Le Méridional · 30 avril 1996 · L’ILLUSION COMIQUE

Le Méridional · 30 avril 1996 · L’ILLUSION COMIQUE
Une véritable expérience intérieure.
Presse régionale
Critique
Danièle Carraz
30 Avr 1996
Le Méridional
Langue: Français
Tous droits réservés

Le Méridional 

30 avril 1996 · Danièle CARRAZ

CORNEILLE l'enchanteur

Le metteur en scène breton ÉRIC VIGNER et ses comédiens nous donnent avec L'ILLUSION COMIQUE de CORNEILLE une magnifique leçon d'amour

"Mon fils comédien !" Ainsi s'exclame, consterné, Pridamant, le vieux père de Clindor qui a fui, quelques années plus tôt, la maison et la sévérité paternelles et que son errance a mené au beau métier de saltimbanque !

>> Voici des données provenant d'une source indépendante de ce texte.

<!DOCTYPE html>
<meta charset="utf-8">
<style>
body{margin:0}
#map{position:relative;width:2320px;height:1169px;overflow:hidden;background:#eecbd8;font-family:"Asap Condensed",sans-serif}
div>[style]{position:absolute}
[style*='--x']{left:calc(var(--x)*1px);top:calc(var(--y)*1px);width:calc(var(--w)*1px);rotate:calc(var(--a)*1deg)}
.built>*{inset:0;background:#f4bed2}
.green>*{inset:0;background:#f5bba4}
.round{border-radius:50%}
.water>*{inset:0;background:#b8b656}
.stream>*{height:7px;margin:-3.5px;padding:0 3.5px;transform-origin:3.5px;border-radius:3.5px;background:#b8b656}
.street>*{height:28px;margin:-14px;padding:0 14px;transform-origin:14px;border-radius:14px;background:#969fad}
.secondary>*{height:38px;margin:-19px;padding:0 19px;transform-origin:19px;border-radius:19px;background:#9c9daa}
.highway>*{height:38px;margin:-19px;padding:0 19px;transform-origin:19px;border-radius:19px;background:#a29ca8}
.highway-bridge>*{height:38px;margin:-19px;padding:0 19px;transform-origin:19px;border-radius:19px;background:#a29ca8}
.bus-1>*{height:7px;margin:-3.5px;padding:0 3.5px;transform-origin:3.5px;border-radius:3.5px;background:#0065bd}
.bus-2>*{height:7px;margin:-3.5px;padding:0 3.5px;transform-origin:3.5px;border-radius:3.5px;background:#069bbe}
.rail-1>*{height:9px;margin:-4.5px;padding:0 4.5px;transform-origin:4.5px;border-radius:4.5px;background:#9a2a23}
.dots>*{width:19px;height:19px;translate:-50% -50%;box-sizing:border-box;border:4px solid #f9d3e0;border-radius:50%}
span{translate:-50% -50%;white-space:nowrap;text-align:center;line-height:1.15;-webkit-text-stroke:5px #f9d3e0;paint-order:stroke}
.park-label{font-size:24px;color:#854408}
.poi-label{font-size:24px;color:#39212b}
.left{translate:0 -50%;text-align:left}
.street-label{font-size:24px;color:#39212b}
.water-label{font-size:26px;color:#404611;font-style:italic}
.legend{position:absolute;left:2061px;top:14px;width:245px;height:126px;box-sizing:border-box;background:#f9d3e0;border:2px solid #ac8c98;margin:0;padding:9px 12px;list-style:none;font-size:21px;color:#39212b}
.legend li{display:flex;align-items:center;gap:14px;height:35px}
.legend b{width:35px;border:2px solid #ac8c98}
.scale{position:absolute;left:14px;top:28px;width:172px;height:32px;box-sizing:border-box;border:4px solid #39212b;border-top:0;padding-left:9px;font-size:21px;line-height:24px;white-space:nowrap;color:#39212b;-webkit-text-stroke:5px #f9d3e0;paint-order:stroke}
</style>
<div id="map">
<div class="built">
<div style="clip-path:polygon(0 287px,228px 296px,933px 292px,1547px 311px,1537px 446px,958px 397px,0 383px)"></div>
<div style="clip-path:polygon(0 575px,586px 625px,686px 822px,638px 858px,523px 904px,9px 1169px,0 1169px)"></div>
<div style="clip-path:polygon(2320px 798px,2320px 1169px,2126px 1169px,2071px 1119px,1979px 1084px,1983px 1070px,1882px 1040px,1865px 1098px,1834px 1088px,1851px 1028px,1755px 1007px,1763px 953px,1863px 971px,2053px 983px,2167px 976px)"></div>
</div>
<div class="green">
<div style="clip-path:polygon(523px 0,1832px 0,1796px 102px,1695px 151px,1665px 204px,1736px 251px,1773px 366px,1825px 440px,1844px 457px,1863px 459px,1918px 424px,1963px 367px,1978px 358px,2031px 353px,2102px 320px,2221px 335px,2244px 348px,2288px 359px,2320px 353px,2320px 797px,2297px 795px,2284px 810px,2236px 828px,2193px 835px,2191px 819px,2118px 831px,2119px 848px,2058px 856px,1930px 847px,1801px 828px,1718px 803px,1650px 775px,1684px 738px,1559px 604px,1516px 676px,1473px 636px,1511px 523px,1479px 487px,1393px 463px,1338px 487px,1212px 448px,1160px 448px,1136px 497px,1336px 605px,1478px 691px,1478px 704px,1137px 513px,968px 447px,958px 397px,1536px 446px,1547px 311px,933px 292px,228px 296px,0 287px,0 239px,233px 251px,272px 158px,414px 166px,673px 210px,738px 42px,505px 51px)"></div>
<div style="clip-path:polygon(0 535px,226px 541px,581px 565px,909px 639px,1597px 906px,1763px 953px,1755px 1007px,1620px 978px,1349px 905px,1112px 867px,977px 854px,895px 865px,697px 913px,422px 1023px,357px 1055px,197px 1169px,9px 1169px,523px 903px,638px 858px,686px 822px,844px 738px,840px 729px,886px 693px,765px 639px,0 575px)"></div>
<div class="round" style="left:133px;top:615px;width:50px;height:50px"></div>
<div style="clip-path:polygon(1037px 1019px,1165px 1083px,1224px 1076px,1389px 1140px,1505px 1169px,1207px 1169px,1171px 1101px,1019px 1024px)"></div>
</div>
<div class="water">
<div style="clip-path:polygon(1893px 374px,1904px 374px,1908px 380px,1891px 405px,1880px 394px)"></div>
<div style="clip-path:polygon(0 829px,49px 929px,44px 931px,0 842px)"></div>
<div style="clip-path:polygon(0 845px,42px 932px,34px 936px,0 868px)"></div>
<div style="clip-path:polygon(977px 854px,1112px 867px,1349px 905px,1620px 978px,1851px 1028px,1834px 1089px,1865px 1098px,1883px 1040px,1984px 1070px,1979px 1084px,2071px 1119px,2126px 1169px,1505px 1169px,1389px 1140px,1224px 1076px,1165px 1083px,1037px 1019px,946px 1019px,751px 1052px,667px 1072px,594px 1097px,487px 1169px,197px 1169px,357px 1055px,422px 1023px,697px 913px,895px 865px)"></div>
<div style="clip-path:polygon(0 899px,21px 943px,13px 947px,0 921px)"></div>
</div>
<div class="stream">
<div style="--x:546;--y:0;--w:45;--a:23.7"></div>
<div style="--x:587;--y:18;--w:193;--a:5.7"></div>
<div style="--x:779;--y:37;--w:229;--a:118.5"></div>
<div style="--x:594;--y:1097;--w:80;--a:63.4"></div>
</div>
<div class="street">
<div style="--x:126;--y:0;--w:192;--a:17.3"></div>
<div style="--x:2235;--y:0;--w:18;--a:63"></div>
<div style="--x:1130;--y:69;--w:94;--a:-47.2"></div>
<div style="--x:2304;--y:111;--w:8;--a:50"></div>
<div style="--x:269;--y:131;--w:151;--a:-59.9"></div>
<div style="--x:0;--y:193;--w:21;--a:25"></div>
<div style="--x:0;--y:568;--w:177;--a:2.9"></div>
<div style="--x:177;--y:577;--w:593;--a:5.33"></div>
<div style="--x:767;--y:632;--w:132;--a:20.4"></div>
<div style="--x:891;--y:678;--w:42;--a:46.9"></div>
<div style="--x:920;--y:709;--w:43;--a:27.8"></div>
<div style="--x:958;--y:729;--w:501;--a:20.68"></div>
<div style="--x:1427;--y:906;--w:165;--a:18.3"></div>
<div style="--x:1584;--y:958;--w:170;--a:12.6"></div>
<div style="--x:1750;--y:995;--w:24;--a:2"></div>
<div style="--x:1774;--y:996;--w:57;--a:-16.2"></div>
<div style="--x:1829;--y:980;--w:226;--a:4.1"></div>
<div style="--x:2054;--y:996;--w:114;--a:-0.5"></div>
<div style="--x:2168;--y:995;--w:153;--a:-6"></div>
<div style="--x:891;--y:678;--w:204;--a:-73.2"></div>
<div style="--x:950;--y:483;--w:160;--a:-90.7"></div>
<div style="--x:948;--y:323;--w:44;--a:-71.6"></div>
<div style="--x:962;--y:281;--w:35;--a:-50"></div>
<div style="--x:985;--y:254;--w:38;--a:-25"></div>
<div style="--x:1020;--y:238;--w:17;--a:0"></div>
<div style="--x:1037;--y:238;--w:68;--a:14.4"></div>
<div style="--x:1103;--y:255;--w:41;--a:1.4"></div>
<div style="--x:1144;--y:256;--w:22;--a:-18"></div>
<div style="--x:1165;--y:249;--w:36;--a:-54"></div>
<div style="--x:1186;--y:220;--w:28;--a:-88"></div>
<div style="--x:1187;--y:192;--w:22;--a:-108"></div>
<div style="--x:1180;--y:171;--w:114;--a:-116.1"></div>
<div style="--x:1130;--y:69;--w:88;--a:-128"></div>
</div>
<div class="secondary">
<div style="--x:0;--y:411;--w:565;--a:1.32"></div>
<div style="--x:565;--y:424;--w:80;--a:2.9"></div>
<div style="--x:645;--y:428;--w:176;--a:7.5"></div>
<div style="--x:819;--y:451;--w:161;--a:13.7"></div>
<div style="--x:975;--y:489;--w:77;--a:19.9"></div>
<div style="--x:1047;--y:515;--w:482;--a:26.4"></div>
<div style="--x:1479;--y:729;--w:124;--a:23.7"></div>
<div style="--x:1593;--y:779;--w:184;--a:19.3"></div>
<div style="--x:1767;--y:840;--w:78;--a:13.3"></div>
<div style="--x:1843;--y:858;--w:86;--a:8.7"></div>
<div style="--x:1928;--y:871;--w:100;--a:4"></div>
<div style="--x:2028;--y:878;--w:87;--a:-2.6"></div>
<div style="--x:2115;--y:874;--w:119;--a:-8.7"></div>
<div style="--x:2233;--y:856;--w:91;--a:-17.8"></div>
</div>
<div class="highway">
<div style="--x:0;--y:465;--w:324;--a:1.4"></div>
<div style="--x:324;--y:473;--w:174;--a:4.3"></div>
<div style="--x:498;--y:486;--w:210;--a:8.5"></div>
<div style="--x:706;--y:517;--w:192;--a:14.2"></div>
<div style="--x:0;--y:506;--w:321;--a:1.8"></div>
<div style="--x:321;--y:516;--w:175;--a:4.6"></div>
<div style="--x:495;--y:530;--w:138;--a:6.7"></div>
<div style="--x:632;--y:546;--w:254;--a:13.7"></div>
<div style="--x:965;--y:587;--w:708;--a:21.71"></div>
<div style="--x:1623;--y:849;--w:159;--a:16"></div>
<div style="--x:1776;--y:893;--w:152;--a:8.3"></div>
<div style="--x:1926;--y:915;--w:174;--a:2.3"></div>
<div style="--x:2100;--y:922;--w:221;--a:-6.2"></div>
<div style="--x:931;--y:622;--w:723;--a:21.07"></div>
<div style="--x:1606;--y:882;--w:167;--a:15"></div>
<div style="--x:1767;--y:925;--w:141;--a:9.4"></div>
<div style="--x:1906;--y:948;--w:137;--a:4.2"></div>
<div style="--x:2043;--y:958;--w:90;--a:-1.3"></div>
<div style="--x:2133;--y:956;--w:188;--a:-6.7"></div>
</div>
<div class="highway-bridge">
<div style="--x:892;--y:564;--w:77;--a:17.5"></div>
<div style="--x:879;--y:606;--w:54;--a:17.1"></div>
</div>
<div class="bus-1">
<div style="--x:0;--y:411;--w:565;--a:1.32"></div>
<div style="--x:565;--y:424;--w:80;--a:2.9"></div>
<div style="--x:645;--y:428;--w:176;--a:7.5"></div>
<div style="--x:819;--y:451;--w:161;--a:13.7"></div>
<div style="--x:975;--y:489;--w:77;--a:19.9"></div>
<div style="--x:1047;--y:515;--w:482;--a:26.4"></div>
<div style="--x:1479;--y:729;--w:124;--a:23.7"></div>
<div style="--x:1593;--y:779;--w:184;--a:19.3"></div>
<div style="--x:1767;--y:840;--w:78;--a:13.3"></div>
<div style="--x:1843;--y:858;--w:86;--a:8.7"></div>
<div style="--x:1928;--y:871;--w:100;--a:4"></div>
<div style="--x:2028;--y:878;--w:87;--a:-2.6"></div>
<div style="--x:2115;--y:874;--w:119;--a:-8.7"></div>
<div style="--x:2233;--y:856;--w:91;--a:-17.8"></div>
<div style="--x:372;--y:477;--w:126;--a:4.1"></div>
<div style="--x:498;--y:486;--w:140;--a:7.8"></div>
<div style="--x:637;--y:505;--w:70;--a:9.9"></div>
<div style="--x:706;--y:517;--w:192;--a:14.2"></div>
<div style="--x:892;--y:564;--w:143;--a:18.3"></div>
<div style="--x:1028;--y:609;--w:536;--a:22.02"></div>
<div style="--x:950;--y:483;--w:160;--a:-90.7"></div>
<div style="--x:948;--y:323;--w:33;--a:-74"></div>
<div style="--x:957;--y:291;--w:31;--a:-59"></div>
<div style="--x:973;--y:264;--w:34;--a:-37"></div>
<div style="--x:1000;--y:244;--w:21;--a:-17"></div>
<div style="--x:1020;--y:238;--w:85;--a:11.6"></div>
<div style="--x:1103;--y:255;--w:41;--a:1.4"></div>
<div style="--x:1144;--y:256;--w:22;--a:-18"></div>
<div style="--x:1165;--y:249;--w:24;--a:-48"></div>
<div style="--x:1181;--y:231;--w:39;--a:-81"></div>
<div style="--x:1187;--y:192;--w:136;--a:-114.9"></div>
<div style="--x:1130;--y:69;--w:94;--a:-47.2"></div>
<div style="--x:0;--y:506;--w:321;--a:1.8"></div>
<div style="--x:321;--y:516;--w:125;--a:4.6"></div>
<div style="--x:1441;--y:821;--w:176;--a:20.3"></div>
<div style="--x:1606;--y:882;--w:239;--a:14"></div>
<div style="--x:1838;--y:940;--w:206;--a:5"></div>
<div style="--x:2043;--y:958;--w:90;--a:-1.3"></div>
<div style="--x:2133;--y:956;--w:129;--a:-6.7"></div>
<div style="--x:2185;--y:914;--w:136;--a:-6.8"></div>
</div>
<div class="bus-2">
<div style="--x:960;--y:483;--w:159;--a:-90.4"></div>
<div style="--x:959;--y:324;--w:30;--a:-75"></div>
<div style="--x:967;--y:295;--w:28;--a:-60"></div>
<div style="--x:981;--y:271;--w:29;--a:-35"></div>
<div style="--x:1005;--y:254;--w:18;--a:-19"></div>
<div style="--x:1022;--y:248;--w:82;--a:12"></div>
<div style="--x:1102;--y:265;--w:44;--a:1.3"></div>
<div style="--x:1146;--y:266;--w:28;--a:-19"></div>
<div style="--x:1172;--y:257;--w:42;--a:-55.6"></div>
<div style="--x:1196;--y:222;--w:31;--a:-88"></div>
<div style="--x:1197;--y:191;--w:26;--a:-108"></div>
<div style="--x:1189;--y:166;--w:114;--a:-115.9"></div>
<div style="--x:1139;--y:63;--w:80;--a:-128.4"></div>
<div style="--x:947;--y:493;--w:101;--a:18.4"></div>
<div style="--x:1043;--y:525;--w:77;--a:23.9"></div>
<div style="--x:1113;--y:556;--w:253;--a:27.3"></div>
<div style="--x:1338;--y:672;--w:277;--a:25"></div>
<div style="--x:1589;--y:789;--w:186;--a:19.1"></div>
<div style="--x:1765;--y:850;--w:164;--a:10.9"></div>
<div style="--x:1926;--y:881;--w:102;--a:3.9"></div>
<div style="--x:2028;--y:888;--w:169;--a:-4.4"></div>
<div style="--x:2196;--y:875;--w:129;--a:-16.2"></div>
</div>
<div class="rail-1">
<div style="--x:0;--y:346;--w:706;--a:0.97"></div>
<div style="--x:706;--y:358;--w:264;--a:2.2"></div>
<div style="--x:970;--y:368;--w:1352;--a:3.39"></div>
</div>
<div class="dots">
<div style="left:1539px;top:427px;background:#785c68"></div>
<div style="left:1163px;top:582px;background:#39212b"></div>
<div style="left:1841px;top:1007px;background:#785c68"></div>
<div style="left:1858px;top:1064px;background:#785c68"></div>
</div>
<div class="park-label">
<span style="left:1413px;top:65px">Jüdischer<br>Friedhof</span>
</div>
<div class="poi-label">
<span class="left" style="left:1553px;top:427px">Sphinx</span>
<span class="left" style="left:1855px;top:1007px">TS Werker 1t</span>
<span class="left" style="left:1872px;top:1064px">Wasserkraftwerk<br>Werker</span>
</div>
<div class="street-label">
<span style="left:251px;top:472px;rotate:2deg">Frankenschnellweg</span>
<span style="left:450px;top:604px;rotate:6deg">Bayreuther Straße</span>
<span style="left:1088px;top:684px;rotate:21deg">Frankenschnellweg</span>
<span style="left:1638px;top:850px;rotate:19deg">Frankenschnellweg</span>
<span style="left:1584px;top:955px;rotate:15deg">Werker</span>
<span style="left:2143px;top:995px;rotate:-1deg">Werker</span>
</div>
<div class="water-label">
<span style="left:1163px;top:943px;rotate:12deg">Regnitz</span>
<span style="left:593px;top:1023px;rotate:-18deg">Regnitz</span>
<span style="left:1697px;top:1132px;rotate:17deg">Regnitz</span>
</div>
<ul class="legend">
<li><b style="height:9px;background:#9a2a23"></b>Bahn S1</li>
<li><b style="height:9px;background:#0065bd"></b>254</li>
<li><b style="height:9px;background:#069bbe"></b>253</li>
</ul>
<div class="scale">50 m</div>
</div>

Mais après les éclaircissements de l'enchanteur qui lui donne à voir dans une grotte magique son fils disparu dans une "illusion" qui le bouleverse et le comble tour à tour, le vieux père rassuré, réconcilié avec son fils, conviendra : "Je suis content puisque je vous vois l'être".

Ainsi sans doute s'exclama le père de PIERRE CORNEILLE lorsque celui-ci parallèlement à sa charge d'avocat, se lança dans la brillante carrière que l'on sait : celle d'auteur dramatique, ce qui n'était après tout qu'une autre façon d'exercer son art d'orateur.

Une illustre illusion

En effet quelle magnifique défense et illustration de la force de son désir et du théâtre le jeune avocat et auteur de trente ans, ne donne t-il pas dans cette illusion comique, "cette étrange monstre, cette galanterie extravagante, ce caprice", ce caprice qui mêle magistralement théâtre et réflexions sur le théâtre, comique et tragique, illusion et vérité, vie et mort des êtres humains et du théâtre, démons et merveilles dont le théâtre, comme la vie, se nourrissent,

Une expérience intérieure

C'est aussi à une magnifique leçon de théâtre que nous convient le metteur en scène ÉRIC VIGNER et son scénographe Claude Chestier, une leçon de théâtre conçue comme une expérience intérieure.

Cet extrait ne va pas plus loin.